After the vision, Magnus's life unraveled into questions with no edges. Sleep abandoned him; answers slipped through his fingers like smoke. He prowled the castle at night, restless, a hunter without prey. At last he went to Mephisto and begged, voice raw with fatigue, "Tell me the rest. I can't wait anymore. Please—tell me everything."

Mephisto cocked his head and studied him with those clever, coal-black eyes. "Some things come only when the hour is right," the crow said slowly. "You cannot force time, Magnus. If you push, the truth will hide deeper."

Magnus pressed both palms to his face. "I'll wait if I must… but tell me one thing—does anyone from that age still live? Is anyone left from those incidents?" His voice trembled with a hope he would not admit.

Mephisto's beak clicked, a sound like a small curse. "Do you know who the most dangerous villain in this world is?" he asked into the hush.

Magnus frowned. "A general? A witch? Name her."

Mephisto's answer was a black whisper. "A woman who has nothing left to lose. Bellatrix is such a woman. Do not mistake caution for cowardice. She has endured more than you imagine. Do not be the one to add to that ledger."

Magnus's jaw clenched. "Why are you warning me now? Do you think I'm a fool?" He forced the words out fierce, half threat, half plea. "I will not let her suffer more. If she is guilty of cruelty—if she's the one who tortured that creature—I will end her. I promise that."

Mephisto did not answer. He spread his wings and left in a black fleck of sound, but the warning remained like a thorn in Magnus's skin. Outside, the moon cut a pale path across the courtyard. Bellatrix, meanwhile, walked the ramparts alone, wrapped in the night like an accusation.

Magnus tried to sleep, but a whisper kept threading into his dreams. He thought it imagination until he felt breath on his cheek and froze. A figure hovered at the foot of his bed, watching him with an intensity that was almost tender. The visitor stepped closer; the moonlight caught on a stranger's hair. For a heartbeat, Magnus thought the intruder a dream, then sprang up and grabbed at the intruder's arm.

"Who are you?" he demanded.

The voice that answered was melodic and low, and not the gravelly timbre of a man. "Sleeping beauty," it breathed, amused. "Why do you hide so quietly? Open your eyes for me."

Magnus yanked the figure down and found himself staring at a woman—young, dangerous, laughing like a secret. She was stronger than she looked; she twisted him easily and pinned him to the bed. Her fingers were cold but steady. He braced himself to fight, but the woman smiled, a dangerously bright thing, and whispered, "I want you—sleeping beauty."

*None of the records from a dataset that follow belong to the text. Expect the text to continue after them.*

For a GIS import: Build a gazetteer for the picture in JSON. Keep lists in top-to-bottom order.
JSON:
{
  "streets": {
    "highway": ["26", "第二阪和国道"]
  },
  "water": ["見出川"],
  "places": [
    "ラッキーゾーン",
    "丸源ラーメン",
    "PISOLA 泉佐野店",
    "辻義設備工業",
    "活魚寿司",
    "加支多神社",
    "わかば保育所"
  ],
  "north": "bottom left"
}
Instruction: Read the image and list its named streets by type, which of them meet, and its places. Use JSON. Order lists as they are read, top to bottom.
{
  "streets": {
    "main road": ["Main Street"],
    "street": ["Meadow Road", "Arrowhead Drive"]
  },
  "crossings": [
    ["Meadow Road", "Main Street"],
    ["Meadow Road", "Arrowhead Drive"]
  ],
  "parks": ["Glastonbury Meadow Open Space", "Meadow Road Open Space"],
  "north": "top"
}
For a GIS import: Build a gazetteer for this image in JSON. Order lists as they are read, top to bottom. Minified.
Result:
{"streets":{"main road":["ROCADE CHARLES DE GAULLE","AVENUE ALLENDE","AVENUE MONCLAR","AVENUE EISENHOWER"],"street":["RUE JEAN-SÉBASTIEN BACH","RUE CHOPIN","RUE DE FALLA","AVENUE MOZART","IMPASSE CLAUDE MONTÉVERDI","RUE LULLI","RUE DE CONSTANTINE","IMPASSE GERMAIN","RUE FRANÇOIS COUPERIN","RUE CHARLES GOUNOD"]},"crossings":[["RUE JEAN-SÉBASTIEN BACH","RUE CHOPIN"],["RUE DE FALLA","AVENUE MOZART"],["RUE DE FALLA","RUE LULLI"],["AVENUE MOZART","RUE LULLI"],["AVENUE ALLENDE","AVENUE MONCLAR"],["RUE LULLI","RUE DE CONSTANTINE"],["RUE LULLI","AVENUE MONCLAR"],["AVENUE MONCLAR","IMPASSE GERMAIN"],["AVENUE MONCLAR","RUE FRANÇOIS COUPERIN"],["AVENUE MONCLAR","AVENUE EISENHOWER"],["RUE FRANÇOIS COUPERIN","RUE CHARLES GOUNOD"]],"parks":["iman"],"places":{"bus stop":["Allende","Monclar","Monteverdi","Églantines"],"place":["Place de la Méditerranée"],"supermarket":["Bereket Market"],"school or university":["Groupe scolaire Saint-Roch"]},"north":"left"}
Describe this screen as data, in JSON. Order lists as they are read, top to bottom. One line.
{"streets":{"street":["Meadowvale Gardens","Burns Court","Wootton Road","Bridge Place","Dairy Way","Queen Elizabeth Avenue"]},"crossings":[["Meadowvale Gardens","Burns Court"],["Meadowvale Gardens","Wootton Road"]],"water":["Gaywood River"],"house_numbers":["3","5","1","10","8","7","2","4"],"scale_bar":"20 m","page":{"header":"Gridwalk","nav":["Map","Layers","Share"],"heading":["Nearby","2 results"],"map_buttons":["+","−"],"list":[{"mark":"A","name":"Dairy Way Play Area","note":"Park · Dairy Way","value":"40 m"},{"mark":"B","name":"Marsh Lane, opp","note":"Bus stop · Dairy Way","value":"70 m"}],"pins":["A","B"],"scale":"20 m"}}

Magnus sat up, breathless, bewildered. "You're a woman," he said, astonished; his voice came out thin. "Who are you? What do you want?"

She tilted her head, eyes gleaming with worship and madness at once. "Lilith," she said simply. "I'm obsessed with you. You are mine."

She pressed a black rose into his palm then slipped away like smoke before he could reach her. Magnus stared at the rose, the dark petals almost pulsing with some odd warmth. He swore aloud, part fear and part fury, "What is wrong with me? First visions, then that creature, then Bellatrix's history… and now this Lilith?"

He paced the battlements until the first light of dawn smeared the eastern sky. His feet carried him, as if by habit, to the place where Bellatrix sometimes stood to watch the city awaken. He found her there, a silhouette of night and silk, and for a moment the confusion stilled. Under the moon she was terrible and beautiful—an impossible thing. Hearing her breath like a slow drum beside him, Magnus forgot words.

"Majesty," he said lamely when she turned. "I—was just getting air."

Bellatrix's gaze landed on him and sparked, not with anger but with an odd, distant tenderness. "Admiring the night?" she asked in that cool voice that had so often been a blade.

He swallowed, fighting the thoughts that had nothing to do with duty. "No. I... I was admiring a black flower under the moon." His voice should have been flippant, but it came out earnest, clumsy.

Bellatrix's lips twitched, a smile like frost. "Do not speak of flowers so easily. They wilt." Her look sharpened. "Do not let your mind wander to things you cannot have."

Magnus laughed, a sound too quick and too brittle. "I would never—Your Majesty, I would never even think of loving you."

Her eyes bored into him, and for a moment he saw a flicker—an old, wounded thing that made the castle feel suddenly smaller, more fragile. "If you think such a thing," she said quietly, "then do not give any breath to it. Love is a weakness. I have no time for weakness."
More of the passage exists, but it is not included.